Home > Culture, Sports > The Strasburg Shutdown: Ultimately a Moral Decision

The Strasburg Shutdown: Ultimately a Moral Decision

We live in a disposable culture, and for once, there is a sports franchise, smart enough and moral enough to say that no matter the stakes- a young man’s health trumps even a potential World Series trophy.

The Washington Nationals will not risk sacrificing their once-a-generation talent on the altar of immediate gratification.  And those calling the team “pathetic” and “disgraceful” reveal a win-now-at-any-cost mentality that for years has left a trail of broken arms and broken dreams.

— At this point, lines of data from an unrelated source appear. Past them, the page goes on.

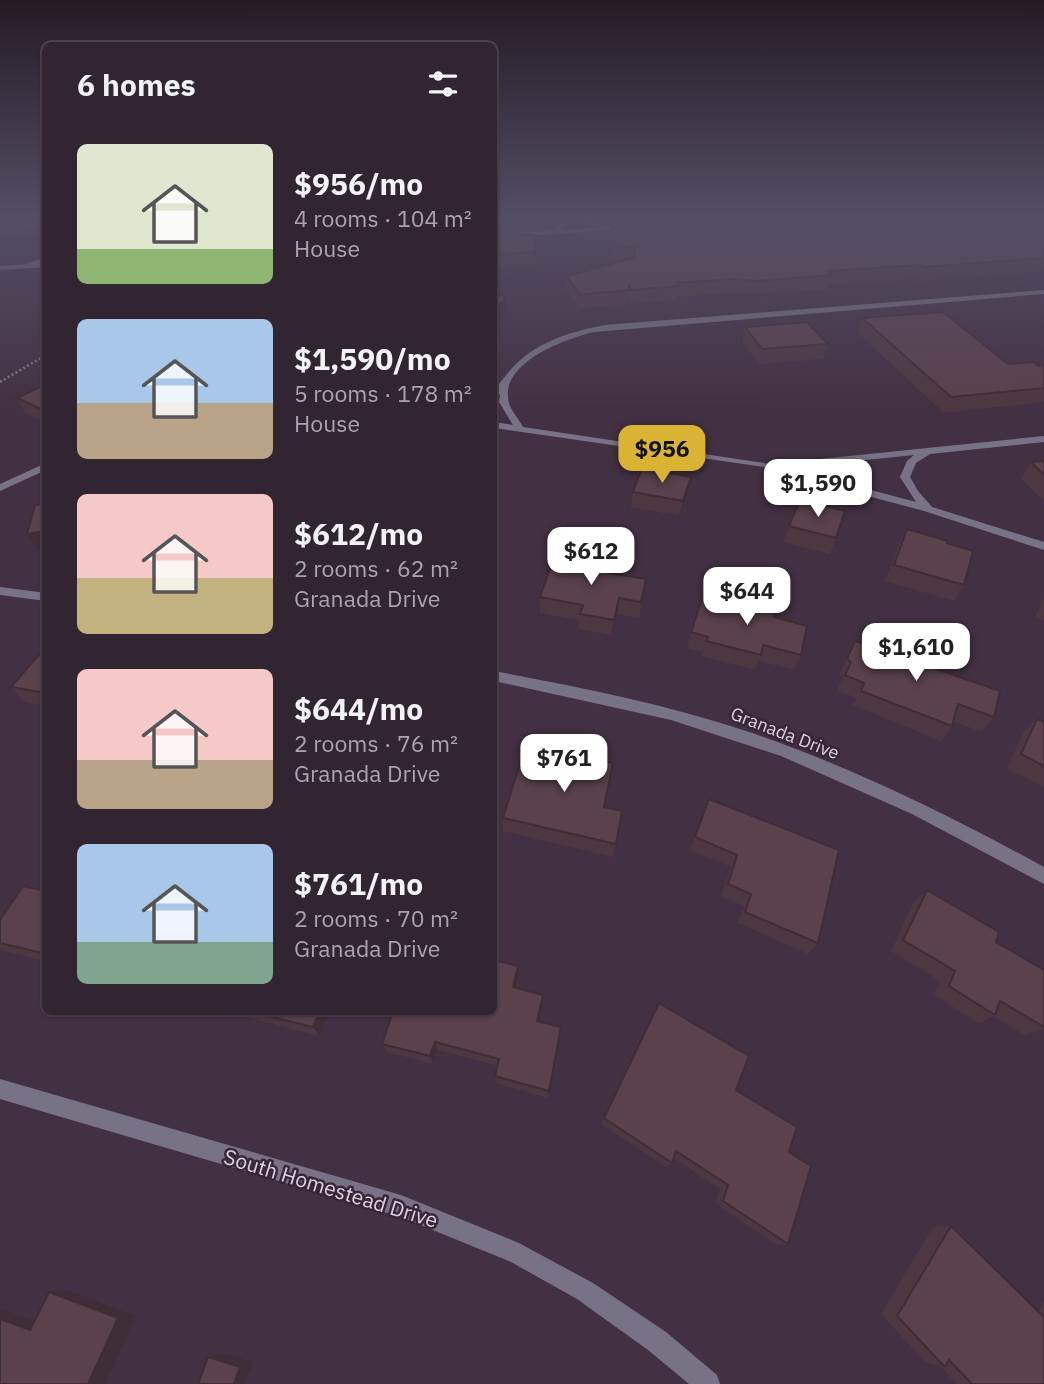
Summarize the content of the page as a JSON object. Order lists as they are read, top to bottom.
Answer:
{
  "streets": {
    "street": ["Granada Drive", "South Homestead Drive"]
  },
  "page": {
    "heading": "6 homes",
    "list": [
      {
        "name": "$956/mo",
        "note": "4 rooms · 104 m² · House"
      },
      {
        "name": "$1,590/mo",
        "note": "5 rooms · 178 m² · House"
      },
      {
        "name": "$612/mo",
        "note": "2 rooms · 62 m² · Granada Drive"
      },
      {
        "name": "$644/mo",
        "note": "2 rooms · 76 m² · Granada Drive"
      },
      {
        "name": "$761/mo",
        "note": "2 rooms · 70 m² · Granada Drive"
      }
    ],
    "price": [
      "$956",
      "$1,590",
      "$612",
      "$644",
      "$1,610",
      "$761"
    ]
  }
}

Nationals fans, by the way, have been accepting of the team’s position from the get-go.  They saw how the team shut down Jordan Zimmermann last year, his first after returning from the same surgery as Strasburg, and they see how the young man is now a legitimate contender for a Cy Young award.   Local surveys find National’s fans have few qualms about this approach. All the critics so outraged on our behalf, please spare us.

Stats and Real Life Cases

It is true that there has never been a study of the careers of 24 year-old, 1st round draft picks and how they perform in the first year following Tommy John elbow surgery.  Forget the surgery.  There’s plenty of data about pitchers between the ages of 21 and 24 who have not undergone such surgery that shows the more they pitch, the more likely they are to blow out their arms or never return to their original form.  See what the Chicago Cubs did to the careers of Mark Prior and Kerry Wood.

Leo Mazzone, the former Atlanta Braves pitching coach who calls the National’s organization “pathetic” for wanting to shut down Strasburg, has nothing to be proud of in regard to how he overused a 21-year old pitching sensation named Steve Avery. To the point that by the time he got into his mid 20’s, Avery was a shadow of his former self and would never return to his early form.

It’s About the Long Haul

The way sports teams are built now, especially in baseball, there is precious little thought given to the construction of a franchise that can win consistently over a decade or more.  For most General Managers, it’s a piece-meal approach accentuated by headline-grabbing trades in the Winter and desperation gambles at the end of July.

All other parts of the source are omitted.